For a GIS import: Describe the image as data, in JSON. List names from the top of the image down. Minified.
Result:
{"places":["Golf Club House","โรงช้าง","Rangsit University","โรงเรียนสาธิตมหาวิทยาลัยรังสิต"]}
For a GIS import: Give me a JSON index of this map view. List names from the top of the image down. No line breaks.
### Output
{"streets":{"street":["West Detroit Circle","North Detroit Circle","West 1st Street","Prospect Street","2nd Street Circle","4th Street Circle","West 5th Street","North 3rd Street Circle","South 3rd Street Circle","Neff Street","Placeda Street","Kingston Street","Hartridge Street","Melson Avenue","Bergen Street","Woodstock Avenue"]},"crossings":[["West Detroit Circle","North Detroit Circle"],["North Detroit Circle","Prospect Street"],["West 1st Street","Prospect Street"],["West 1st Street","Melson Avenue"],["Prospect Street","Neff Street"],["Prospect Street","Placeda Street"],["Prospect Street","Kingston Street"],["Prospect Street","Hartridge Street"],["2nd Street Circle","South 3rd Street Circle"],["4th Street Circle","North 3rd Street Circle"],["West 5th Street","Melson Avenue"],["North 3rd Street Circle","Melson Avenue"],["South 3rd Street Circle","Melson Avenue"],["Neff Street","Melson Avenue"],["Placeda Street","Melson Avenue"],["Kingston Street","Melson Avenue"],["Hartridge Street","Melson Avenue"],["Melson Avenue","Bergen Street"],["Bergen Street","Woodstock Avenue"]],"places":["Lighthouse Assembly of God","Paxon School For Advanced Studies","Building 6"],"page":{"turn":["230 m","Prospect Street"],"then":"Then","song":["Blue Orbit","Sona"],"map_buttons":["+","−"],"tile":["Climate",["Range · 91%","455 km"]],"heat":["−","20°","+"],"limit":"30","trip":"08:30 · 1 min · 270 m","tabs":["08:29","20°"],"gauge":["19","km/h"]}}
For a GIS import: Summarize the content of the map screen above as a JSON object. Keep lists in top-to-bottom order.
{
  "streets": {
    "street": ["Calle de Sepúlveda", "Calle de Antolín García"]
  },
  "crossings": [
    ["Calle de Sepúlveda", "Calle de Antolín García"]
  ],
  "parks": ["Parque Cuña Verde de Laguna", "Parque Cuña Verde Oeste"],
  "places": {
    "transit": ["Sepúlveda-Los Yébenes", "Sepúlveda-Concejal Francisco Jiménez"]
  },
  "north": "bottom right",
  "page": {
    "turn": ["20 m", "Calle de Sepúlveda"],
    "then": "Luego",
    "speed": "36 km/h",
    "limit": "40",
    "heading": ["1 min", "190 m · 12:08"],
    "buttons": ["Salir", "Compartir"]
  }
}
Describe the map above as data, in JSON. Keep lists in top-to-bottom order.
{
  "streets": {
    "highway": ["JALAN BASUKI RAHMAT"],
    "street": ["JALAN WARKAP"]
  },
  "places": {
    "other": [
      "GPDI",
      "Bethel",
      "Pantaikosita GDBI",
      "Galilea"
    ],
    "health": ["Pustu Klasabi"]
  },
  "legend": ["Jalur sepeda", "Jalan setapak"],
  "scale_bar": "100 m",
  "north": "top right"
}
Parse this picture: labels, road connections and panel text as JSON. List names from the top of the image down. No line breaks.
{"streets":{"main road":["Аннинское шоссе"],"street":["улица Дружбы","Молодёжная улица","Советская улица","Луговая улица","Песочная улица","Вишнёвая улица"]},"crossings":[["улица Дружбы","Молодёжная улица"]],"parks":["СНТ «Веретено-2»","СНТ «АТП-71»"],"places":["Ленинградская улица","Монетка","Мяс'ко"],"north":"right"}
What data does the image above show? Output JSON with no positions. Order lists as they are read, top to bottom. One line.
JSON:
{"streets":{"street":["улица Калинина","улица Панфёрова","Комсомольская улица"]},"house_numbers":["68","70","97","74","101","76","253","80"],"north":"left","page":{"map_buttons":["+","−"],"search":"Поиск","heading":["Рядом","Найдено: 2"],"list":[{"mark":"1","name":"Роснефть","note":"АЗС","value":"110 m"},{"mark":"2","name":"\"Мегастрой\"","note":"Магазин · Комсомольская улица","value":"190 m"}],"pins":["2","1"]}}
══════
TRY IT: Each line between the start of the listing above and the line containing "For a GIS import: Give", with both ends counted, is to be set down unchanged.

RESPONSE TO THE TASK:
For a GIS import: Describe the image as data, in JSON. List names from the top of the image down. Minified.
Result:
{"places":["Golf Club House","โรงช้าง","Rangsit University","โรงเรียนสาธิตมหาวิทยาลัยรังสิต"]}
For a GIS import: Give me a JSON index of this map view. List names from the top of the image down. No line breaks.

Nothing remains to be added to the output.